* YOUR ASSIGNMENT *
Could you retype all of the entries exactly, without their pictures?

* PROVIDED RECORDS *
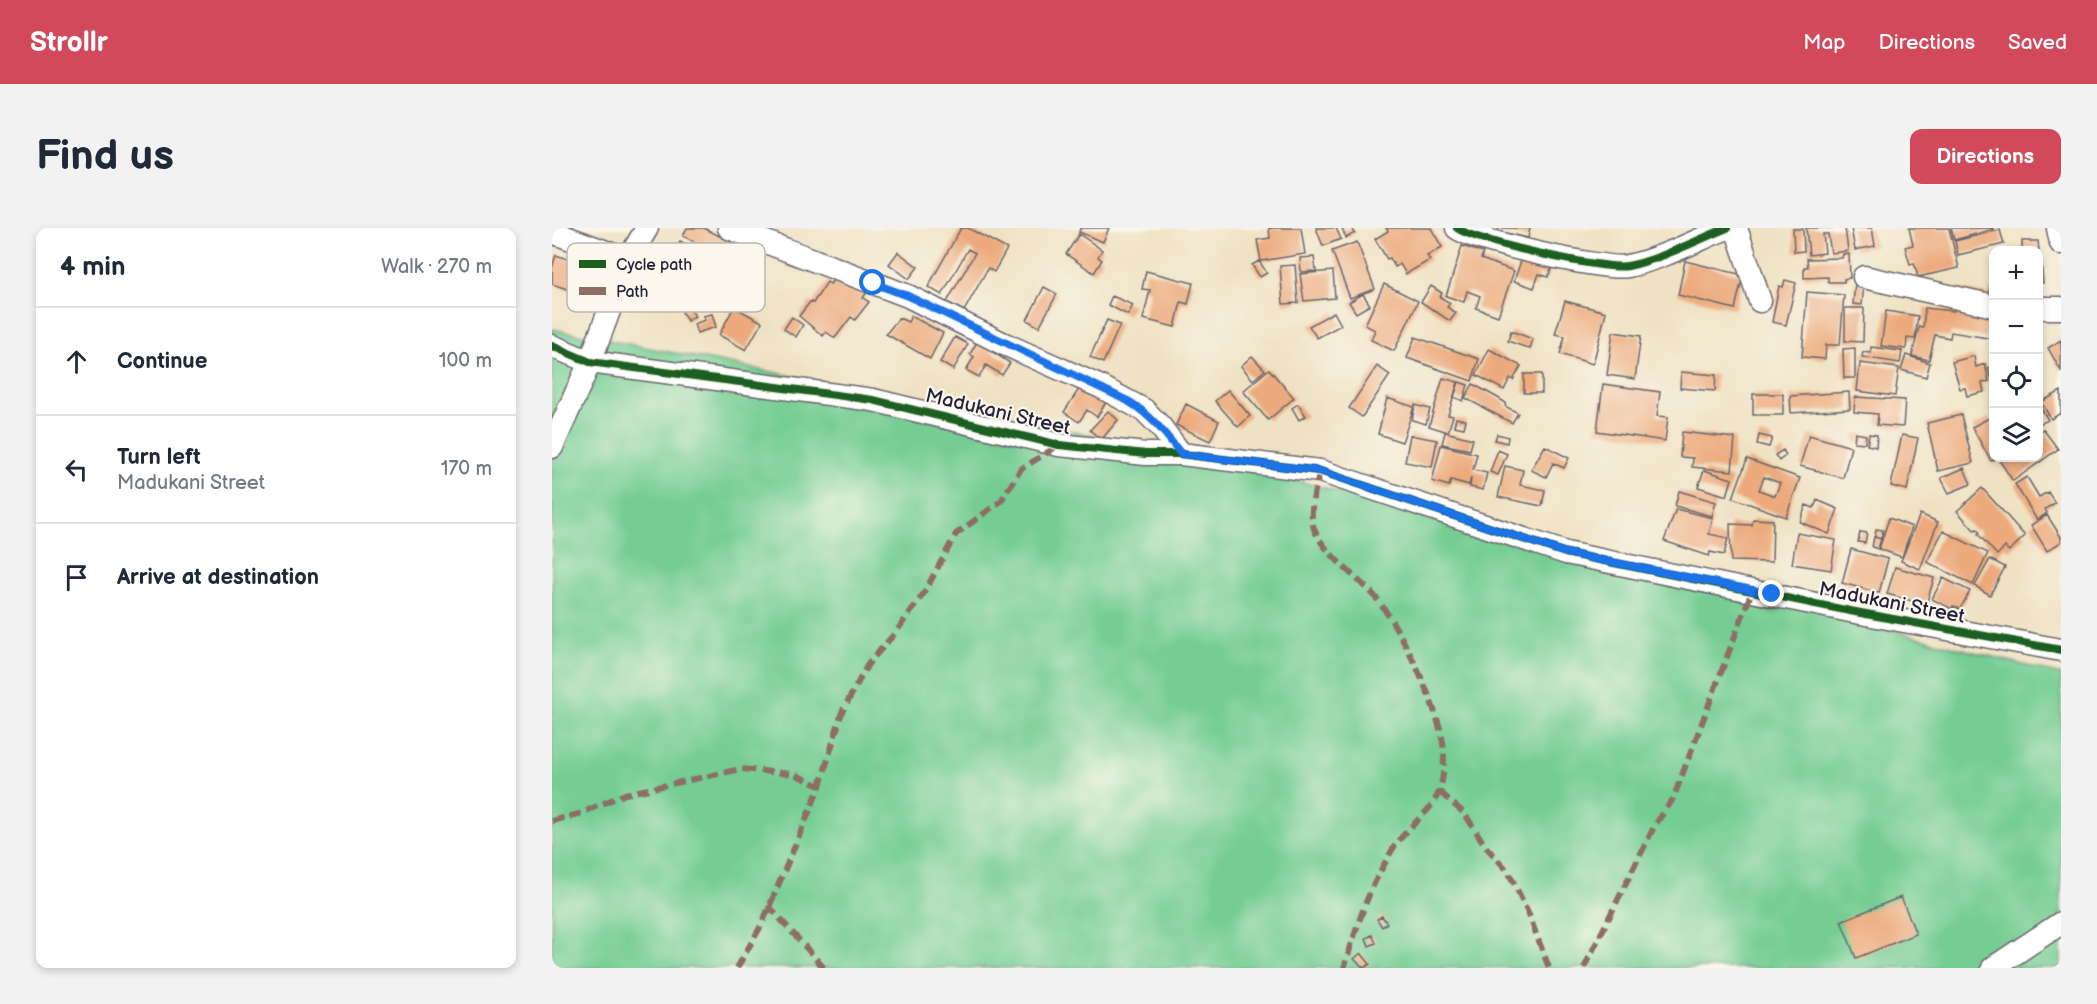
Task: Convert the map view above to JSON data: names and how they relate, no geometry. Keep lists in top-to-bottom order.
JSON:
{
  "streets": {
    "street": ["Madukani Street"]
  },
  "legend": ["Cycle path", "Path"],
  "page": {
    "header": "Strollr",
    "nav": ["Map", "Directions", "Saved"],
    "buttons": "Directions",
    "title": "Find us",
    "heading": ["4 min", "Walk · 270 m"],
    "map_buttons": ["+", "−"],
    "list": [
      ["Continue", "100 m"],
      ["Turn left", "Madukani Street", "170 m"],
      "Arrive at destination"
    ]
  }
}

* OUTPUT BELOW *
Task: Convert the map view above to JSON data: names and how they relate, no geometry. Keep lists in top-to-bottom order.
JSON:
{
  "streets": {
    "street": ["Madukani Street"]
  },
  "legend": ["Cycle path", "Path"],
  "page": {
    "header": "Strollr",
    "nav": ["Map", "Directions", "Saved"],
    "buttons": "Directions",
    "title": "Find us",
    "heading": ["4 min", "Walk · 270 m"],
    "map_buttons": ["+", "−"],
    "list": [
      ["Continue", "100 m"],
      ["Turn left", "Madukani Street", "170 m"],
      "Arrive at destination"
    ]
  }
}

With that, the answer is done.